Re: [PATCH v2 0/3] mm: Make unregistration of super_block shrinker more faster

Qi Zheng <qi.zheng@xxxxxxxxx> · Wed, 7 Jun 2023 10:51:35 +0800

On 2023/6/7 06:02, Dave Chinner wrote:
On Wed, Jun 07, 2023 at 12:06:03AM +0300, Kirill Tkhai wrote:
On 06.06.2023 01:32, Dave Chinner wrote:
On Mon, Jun 05, 2023 at 10:02:46PM +0300, Kirill Tkhai wrote:
This patch set introduces a new scheme of shrinker unregistration. It allows to split
the unregistration in two parts: fast and slow. This allows to hide slow part from
a user, so user-visible unregistration becomes fast.

This fixes the -88.8% regression of stress-ng.ramfs.ops_per_sec noticed
by kernel test robot:

https://lore.kernel.org/lkml/202305230837.db2c233f-yujie.liu@xxxxxxxxx/

---

Kirill Tkhai (2):
       mm: Split unregister_shrinker() in fast and slow part
       fs: Use delayed shrinker unregistration

Did you test any filesystem other than ramfs?

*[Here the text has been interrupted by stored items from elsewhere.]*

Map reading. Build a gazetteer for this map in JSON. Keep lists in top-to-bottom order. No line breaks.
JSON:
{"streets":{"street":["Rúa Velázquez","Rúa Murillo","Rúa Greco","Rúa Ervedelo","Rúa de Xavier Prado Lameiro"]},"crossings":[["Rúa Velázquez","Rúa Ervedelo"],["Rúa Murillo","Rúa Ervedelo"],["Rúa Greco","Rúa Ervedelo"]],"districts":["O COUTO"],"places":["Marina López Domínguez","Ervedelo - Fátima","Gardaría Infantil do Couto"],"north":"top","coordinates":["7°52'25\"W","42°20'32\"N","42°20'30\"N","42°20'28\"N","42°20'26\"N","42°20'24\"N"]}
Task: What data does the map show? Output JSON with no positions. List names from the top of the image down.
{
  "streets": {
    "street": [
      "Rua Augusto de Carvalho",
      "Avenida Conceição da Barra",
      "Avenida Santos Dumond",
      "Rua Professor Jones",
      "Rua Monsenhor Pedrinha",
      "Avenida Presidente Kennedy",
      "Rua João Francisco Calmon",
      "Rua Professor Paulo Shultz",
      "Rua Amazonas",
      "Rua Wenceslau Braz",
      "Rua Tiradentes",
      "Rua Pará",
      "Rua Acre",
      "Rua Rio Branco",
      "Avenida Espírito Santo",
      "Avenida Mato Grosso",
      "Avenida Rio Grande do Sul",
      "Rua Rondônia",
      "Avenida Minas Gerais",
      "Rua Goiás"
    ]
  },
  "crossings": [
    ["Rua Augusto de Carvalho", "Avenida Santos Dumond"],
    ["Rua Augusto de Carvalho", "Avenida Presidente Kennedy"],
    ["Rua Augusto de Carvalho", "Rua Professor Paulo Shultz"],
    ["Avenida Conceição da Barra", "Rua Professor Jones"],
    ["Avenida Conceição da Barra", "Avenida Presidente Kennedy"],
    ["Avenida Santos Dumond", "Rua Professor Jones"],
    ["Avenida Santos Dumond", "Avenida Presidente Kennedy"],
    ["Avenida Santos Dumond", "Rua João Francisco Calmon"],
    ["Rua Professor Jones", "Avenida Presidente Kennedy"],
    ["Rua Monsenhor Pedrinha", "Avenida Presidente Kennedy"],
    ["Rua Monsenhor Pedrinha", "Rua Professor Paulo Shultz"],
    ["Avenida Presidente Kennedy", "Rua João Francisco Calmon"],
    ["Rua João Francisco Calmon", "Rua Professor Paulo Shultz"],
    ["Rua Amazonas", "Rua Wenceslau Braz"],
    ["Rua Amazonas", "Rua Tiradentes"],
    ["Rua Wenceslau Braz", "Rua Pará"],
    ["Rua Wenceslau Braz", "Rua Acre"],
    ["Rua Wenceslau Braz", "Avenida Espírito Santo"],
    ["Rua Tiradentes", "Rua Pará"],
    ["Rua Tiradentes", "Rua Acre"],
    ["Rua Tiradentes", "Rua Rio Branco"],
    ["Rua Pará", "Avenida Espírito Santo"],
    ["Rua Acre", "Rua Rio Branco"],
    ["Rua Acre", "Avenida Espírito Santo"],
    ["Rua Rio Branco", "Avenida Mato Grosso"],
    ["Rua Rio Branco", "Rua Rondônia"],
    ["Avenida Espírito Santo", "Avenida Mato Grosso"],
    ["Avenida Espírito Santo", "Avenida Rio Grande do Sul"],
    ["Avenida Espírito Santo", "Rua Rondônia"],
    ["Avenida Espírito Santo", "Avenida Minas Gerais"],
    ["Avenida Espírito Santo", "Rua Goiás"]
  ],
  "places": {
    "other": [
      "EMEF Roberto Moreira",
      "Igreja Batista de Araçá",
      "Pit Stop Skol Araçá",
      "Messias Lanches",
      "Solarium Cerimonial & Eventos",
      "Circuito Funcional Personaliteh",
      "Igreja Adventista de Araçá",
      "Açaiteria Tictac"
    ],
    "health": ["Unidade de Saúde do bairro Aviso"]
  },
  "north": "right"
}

Filesystems more complex than ramfs have internal shrinkers, and so
they will still be running the slow synchronize_srcu() - potentially
multiple times! - in every unmount. Both XFS and ext4 have 3
internal shrinker instances per mount, so they will still call
synchronize_srcu() at least 3 times per unmount after this change.

What about any other subsystem that runs a shrinker - do they have
context depedent shrinker instances that get frequently created and
destroyed? They'll need the same treatment.

Of course, all of shrinkers should be fixed. This patch set just aims to describe
the idea more wider, because I'm not sure most people read replys to kernel robot reports.

Thank you, Kirill.

This is my suggestion of way to go. Probably, Qi is right person to ask whether
we're going to extend this and to maintain f95bdb700bc6 in tree.

There is not much time. Unfortunately, kernel test robot reported this significantly late.

And that's why it should be reverted rather than trying to rush to
try to fix it.

I'm kind of tired of finding out about mm reclaim regressions only
when I see patches making naive and/or broken changes to subsystem
shrinker implementations without any real clue about what they are
doing.  If people/subsystems who maintain shrinker implementations
were cc'd on the changes to the shrinker implementation, this would
have all been resolved before merging occurred....

Lockless shrinker lists need a heap of supporting changes to be done
first so that they aren't reliant on synchronise_srcu() *at all*. If
the code was properly designed in the first place (i.e. dynamic
shrinker structures freed via call_rcu()), we wouldn't be in rushing
to fix weird regressions right now.

Can we please revert this and start again with a properly throught
out and reveiwed design?

I have no idea on whether to revert this, I follow the final decision of
the community.

From my personal point of view, I think it is worth sacrificing the
speed of unregistration alone compared to the benefits it brings
(lockless shrink, etc).

Of course, it would be better if there is a more perfect solution.
If you have a better idea, it might be better to post the code first for
discussion. Otherwise, I am afraid that if we just revert it, the
problem of shrinker_rwsem will continue for many years.

And hi Dave, I know you're mad that I didn't cc you in the original
patch. Sorry again. How about splitting shrinker-related codes into
the separate files? Then we can add a MAINTAINERS entry to it and add
linux-fsdevel@xxxxxxxxxxxxxxx to this entry? So that future people
will not miss to cc fs folks.

Qi.

-Dave.